Tuesday, August 6, 2013

P1.6: Notes on PivotTable Conversion to Formulas and Row-Column Oriented Databases

This post will touch on the nuances on what happens to a PivotTable is converted to formulas in Excel, and how PowerPivot uses column oriented databases. (Notes for P1.5).

When Converting to Formulas

When you convert a PivotTable to an Excel table using the Convert to Formulas button, Excel replaces the cells with formulas which reference the Data Model. Fig. 1: Convert to Formulas Button
For example when converted, the Internet sales table now has labels with from the formula CUBEMEMBER, and table values derived from CUBEVALUE.

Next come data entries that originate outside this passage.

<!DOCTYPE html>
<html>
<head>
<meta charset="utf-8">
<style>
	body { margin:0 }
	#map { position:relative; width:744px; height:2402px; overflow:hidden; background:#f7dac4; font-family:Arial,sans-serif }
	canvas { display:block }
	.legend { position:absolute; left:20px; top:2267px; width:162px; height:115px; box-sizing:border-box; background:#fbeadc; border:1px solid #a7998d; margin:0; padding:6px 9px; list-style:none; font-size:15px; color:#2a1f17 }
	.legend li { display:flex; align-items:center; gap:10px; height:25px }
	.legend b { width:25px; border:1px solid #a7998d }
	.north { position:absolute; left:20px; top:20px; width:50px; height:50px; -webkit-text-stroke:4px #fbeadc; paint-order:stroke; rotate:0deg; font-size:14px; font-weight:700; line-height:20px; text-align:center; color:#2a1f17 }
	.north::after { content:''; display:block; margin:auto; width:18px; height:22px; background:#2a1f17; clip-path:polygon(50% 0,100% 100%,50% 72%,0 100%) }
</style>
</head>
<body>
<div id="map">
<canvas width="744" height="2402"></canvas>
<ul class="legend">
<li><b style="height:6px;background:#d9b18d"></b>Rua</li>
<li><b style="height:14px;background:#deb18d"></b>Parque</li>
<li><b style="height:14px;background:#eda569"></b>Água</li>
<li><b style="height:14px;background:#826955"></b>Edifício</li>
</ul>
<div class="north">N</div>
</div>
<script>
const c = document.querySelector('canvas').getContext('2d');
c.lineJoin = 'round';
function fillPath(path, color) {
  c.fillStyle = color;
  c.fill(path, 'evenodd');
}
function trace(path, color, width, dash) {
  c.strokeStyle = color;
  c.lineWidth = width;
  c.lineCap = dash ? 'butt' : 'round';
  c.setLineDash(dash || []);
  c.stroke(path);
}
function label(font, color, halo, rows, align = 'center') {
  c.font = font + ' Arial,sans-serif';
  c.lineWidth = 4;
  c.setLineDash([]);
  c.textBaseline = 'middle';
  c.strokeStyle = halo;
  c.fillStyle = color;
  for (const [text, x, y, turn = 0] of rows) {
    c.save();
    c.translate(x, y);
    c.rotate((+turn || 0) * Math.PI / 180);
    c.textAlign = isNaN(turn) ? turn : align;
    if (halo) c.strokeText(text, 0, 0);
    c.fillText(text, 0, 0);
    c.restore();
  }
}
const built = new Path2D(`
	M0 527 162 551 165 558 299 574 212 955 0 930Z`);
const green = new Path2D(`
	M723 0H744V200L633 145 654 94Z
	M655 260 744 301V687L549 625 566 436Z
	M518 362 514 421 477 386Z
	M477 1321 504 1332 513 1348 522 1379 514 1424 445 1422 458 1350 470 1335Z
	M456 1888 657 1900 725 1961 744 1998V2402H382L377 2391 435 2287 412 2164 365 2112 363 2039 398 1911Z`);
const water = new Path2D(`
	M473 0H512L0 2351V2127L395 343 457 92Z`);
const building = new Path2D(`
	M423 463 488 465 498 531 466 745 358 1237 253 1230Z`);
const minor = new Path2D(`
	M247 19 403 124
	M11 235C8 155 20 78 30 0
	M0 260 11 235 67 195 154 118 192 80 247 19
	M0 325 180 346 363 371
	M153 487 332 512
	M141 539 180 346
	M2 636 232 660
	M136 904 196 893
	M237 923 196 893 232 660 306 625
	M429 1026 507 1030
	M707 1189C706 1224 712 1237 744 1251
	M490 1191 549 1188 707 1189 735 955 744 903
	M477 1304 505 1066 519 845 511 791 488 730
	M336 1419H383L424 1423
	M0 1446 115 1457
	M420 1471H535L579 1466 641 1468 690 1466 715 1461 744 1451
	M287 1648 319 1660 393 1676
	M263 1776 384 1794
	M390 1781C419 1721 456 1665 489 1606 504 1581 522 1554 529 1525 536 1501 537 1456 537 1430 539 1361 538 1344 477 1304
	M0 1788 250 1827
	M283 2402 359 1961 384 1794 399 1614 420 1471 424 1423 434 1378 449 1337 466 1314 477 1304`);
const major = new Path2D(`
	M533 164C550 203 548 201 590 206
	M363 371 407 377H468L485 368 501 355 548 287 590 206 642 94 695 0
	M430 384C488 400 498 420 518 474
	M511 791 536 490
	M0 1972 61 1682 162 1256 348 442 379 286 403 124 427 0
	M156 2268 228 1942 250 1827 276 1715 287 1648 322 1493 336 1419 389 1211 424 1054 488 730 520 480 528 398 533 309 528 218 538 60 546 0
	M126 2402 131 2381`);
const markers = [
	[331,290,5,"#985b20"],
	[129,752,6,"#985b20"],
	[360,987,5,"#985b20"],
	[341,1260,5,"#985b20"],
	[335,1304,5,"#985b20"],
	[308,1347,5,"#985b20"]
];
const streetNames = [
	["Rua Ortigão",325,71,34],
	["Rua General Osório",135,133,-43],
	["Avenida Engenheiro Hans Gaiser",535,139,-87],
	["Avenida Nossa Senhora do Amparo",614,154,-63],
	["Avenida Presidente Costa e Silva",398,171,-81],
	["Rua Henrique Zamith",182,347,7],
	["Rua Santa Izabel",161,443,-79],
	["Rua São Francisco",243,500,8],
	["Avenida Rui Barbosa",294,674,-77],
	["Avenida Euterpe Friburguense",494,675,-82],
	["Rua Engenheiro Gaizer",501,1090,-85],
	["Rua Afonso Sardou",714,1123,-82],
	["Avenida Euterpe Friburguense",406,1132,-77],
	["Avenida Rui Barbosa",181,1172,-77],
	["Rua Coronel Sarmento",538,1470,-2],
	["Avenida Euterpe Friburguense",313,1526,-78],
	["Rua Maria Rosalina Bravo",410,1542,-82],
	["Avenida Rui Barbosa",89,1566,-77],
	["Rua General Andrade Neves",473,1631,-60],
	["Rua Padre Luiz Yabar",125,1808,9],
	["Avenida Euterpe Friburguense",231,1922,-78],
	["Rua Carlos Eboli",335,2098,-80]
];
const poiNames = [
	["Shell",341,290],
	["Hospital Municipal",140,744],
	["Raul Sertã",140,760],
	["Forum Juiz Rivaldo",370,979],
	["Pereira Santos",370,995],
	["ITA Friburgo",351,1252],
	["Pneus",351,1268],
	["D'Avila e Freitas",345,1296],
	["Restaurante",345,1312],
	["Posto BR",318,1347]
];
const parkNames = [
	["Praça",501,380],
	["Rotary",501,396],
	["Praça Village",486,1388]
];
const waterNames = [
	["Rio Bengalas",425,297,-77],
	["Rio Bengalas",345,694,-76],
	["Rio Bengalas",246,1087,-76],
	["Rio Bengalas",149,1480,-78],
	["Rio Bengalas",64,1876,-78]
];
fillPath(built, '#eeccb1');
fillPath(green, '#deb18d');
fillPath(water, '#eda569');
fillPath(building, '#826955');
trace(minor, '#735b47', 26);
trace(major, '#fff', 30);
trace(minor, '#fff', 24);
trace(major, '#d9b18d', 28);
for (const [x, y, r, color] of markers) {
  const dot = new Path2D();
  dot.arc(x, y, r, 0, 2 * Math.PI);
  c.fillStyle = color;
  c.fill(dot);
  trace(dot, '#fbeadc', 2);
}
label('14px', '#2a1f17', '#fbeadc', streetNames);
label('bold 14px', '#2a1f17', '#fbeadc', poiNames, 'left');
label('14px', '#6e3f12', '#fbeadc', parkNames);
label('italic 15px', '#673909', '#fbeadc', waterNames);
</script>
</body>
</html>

CUBEMEMBER Function Fig. 2: Sample Column Label Formula, CUBEMEMBER
Row and Column labels are retrieved from the Data Model or Cube by the CUBEMEMBER formula. The function accesses the the Data Model in this workbook which is generically called ThisWorkbookDataModel and to return the specific year of 2006, we need the table DimTime which has the FiscalYear. So the column formula for the year 2006 (Figure 2) is:
=CUBEMEMBER("ThisWorkbookDataModel","[DimTime].[FiscalYear].&")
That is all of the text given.